Despite its novelty and its rudimentary audio quality, the telephone took a quick and fierce hold on American society. Within 25 years (about the same time it took for computers to move from the raised floors of a few select corporations to the desktop) the telephone became a necessity. However, people needed to work through a switchboard operator in order to place a call. This meant that with the explosive growth of the telephone came an explosive growth in the need for operators. By 1910, New York Telephone had 6,000 women working on its switchboards. Projections showed that if the growth in telephone use continued, a significant portion of the population would have to become operators in order to keep up with the enormous number of calls. The telephone company avoided this crisis by assigning everyone a phone number and fielding the rotary-dial phone. This meant that everyone essentially became an operator.

The computer, like the telephone, has brought a radical change to way the world conducts its business. However, computers have traditionally required highly technical training to operate and program. With nearly everyone demanding specialized software and custom applications, the world will soon find itself hopelessly short of people with this technical training. I predict that we will address this crisis much as we did with telephone operators. In short, we will make programming computers accessible to everyone, whether or not they have a technical background. Our challenge comes in developing the technologies to make this possible.

Everyone Becomes a Programmer

Many technologies have progressively made programming more accessible to the computer novice; a couple of these deserve mention. The designers of COBOL intended to make a language in which "managers could program, too." The spreadsheet allowed financial analysts to "write" their own programs to do what they used to do with pencils and budget sheets. Visual languages gave computer novices the ability to quickly build useful applications with tools on their personal computers. The World-Wide-Web (WWW) has helped make the computer more accessible to everyone, and in so doing provided non-threatening opportunities to do simple programming.

Not surprisingly, the WWW helped popularize the notion of everyone becoming a programmer. Before the advent of what-you-see-is-what-you-get (WYSIWYG) editors for WWW pages, people who wanted to truly experience the WWW had to create their own pages using HyperText Markup Language (HTML). However, WWW pages can do much more than simply present information; they can interface with other applications and with computers all over the world. People who had never programmed soon found themselves authoring simple Common Gateway Interface (CGI) scripts so that they could launch their favorite programs from HTML. Even those that missed the CGI experience now find themselves using JavaScript, if for no other reason than they want to jazz up their pages with bells and whistles that they discovered while surfing the Internet.
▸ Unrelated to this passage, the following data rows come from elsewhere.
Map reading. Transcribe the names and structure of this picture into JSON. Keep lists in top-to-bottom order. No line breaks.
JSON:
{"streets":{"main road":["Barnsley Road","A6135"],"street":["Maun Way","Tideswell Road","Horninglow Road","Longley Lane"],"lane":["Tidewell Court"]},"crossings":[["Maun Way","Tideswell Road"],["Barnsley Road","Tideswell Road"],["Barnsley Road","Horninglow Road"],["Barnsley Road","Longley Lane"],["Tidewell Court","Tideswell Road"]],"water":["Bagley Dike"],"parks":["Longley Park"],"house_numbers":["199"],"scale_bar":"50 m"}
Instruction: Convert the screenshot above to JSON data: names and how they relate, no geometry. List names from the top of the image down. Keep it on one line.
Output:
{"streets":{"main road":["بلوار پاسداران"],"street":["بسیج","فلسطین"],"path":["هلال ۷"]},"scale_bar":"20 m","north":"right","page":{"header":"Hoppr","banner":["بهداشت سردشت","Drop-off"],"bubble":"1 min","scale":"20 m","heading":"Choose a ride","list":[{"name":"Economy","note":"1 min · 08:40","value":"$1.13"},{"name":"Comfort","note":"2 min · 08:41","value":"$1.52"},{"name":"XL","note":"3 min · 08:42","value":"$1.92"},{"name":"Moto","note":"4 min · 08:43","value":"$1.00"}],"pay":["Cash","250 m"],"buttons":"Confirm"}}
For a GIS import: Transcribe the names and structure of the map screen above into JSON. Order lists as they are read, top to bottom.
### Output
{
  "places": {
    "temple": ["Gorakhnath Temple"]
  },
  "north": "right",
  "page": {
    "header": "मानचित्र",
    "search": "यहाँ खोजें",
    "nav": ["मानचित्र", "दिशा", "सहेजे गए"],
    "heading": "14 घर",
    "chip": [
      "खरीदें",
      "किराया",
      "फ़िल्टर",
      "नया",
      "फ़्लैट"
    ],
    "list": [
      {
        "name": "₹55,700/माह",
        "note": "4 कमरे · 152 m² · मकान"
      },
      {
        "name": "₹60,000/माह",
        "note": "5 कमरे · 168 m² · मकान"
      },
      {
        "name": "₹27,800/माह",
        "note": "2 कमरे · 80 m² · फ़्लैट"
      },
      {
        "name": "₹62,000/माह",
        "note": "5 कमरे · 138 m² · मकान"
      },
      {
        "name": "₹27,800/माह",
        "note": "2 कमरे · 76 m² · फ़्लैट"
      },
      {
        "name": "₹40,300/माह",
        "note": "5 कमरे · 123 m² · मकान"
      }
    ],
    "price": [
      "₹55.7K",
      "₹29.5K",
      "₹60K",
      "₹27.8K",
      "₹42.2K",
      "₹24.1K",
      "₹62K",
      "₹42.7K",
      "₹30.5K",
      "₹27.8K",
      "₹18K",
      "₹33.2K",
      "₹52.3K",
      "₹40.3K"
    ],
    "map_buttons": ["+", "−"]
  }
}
I predict that this trend will continue and must continue. Why? Because the world cannot meet its own demand for software unless we make programming so easy that everyone can do it without even knowing that they have "written a program." The technologies that we create today will eventually allow us to do things that currently require the services of professional software developers; many of these technologies will come from the R&D and experiences of the software reuse community.

References

[Poulin97] Poulin, Jeffrey S., Measuring Software Reuse: Principles, Practices, and Economic Models. Addison-Wesley (ISBN 0-201-63413-9), Reading, MA, 1997.

[Simon97] Simon, Kirk, and Karen Goodman, "The Telephone," The American Experience Series, WGBH/Boston and the Corporation for Public Broadcasting, 1997, http://www.pbs.org/wgbh/pages/amex/technology/telephone/abprogram.html.

[Yourdon96] Yourdon, Ed, "Lipstick on a Pig or a Real Silver Bullet?," American Programmer, Vol. 9, No. 11, November 1996, pp. 25-29.